Formula behind the budget
The formula for setting the foundation budget estimates the cost to educate each student in school. It takes into account the number of students enrolled, as well as the kinds of needs the students have (for instance, special education services), their grade in school and other areas of school spending such as building maintenance and teachers’ salaries.
Both districts and the state allocate funds to meet the foundation budget. The state provides 17.5 percent of the foundation budget, and each district contributes based on its tax revenue, with wealthier districts paying more. If this combination does not meet the target funds, the state supplies the rest.
When a school’s administrators allocate their budgeted funds, they are legally required to prioritize funding special education and employees’ healthcare. These limitations often prevent schools from investing in other desirable categories. To balance budgets, many districts drop art and foreign languages, according to a FCBR press release.
Not only that, Bourque said that in Chelsea, the foundation budget’s provision for employee healthcare falls short by $6.7 million.

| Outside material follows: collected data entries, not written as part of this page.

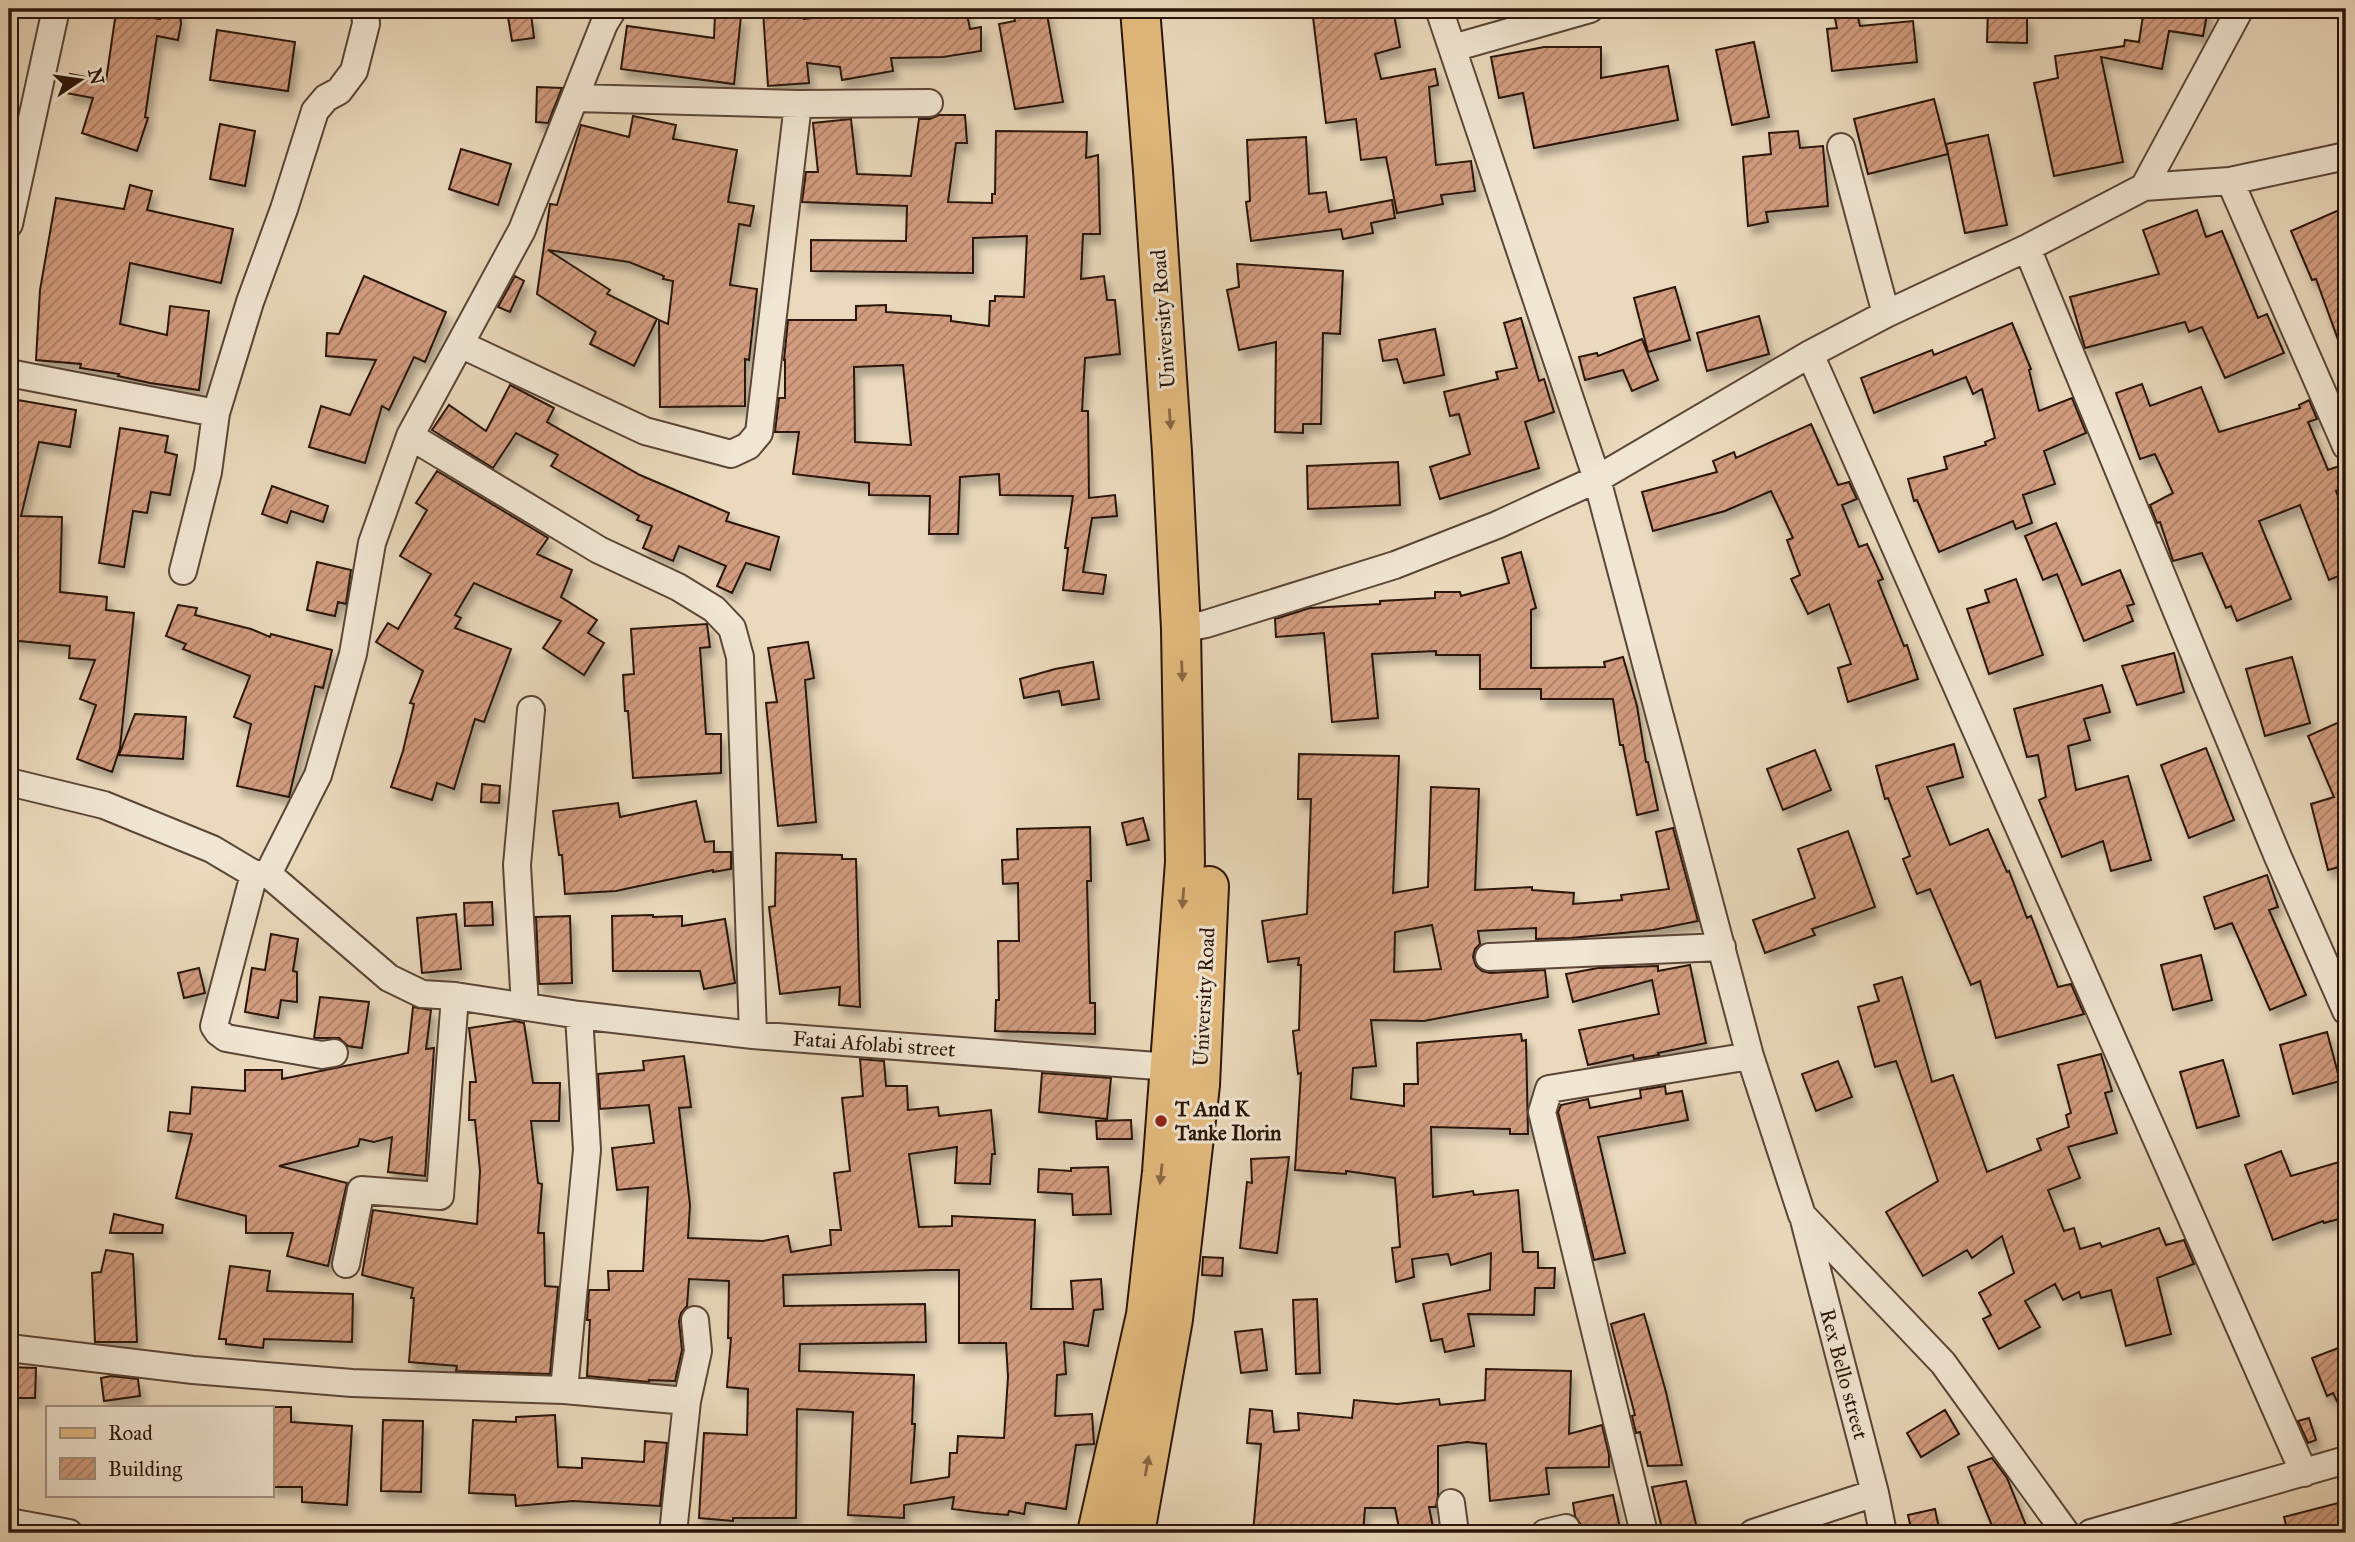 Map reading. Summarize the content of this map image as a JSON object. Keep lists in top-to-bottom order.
{
  "streets": {
    "main road": ["University Road"],
    "street": ["Fatai Afolabi street", "Rex Bello street"]
  },
  "crossings": [
    ["University Road", "Fatai Afolabi street"]
  ],
  "places": ["T And K Tanke Ilorin"],
  "legend": ["Road", "Building"],
  "north": "right"
}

“That’s $6.7 million I must divert from educational interventions that I know that my kids need: lower class sizes, extending school day, wraparound services for social emotional and mental health,” she said.
Freeing up healthcare money
State-wide, schools’ spending on employee benefits and fixed charges exceeds the amount the foundation budget provides for by more than 140 percent, the report found. The overall gap comes to more than $2.1 billion.
To fix this, the FBRC proposed a more accurate method for budgeting the insurance costs and inflation: use the average rate from the state’s Group Insurance Commission, the agency that buys health insurance for state employees.
As the budget comes to reflect the true healthcare cost — and the state supplies a greater portion of it — the districts are free to redirect some of their money.
“Millions of dollars across the commonwealth will be freed up to spend on the kinds of things that we know schools need,” said State Representative Alice Peisch, House chair of the FBRC.
Serving ELL and special education
In many cases, English language learner and special education students are not receiving all the resources they need to succeed.
One reason cited: the state underestimated the number of students using special education services, pegging it at 15 percent, instead of 16 percent.
Additionally, more funding needs to go to educating ELL students, particularly those in high school grades, where the work to bring them up to speed is staff-intensive. Middle school ELL students currently receive $2,361 more in the budget than standard students. The commission report recommended that funding for ELL students of all grades should rise to meet this level.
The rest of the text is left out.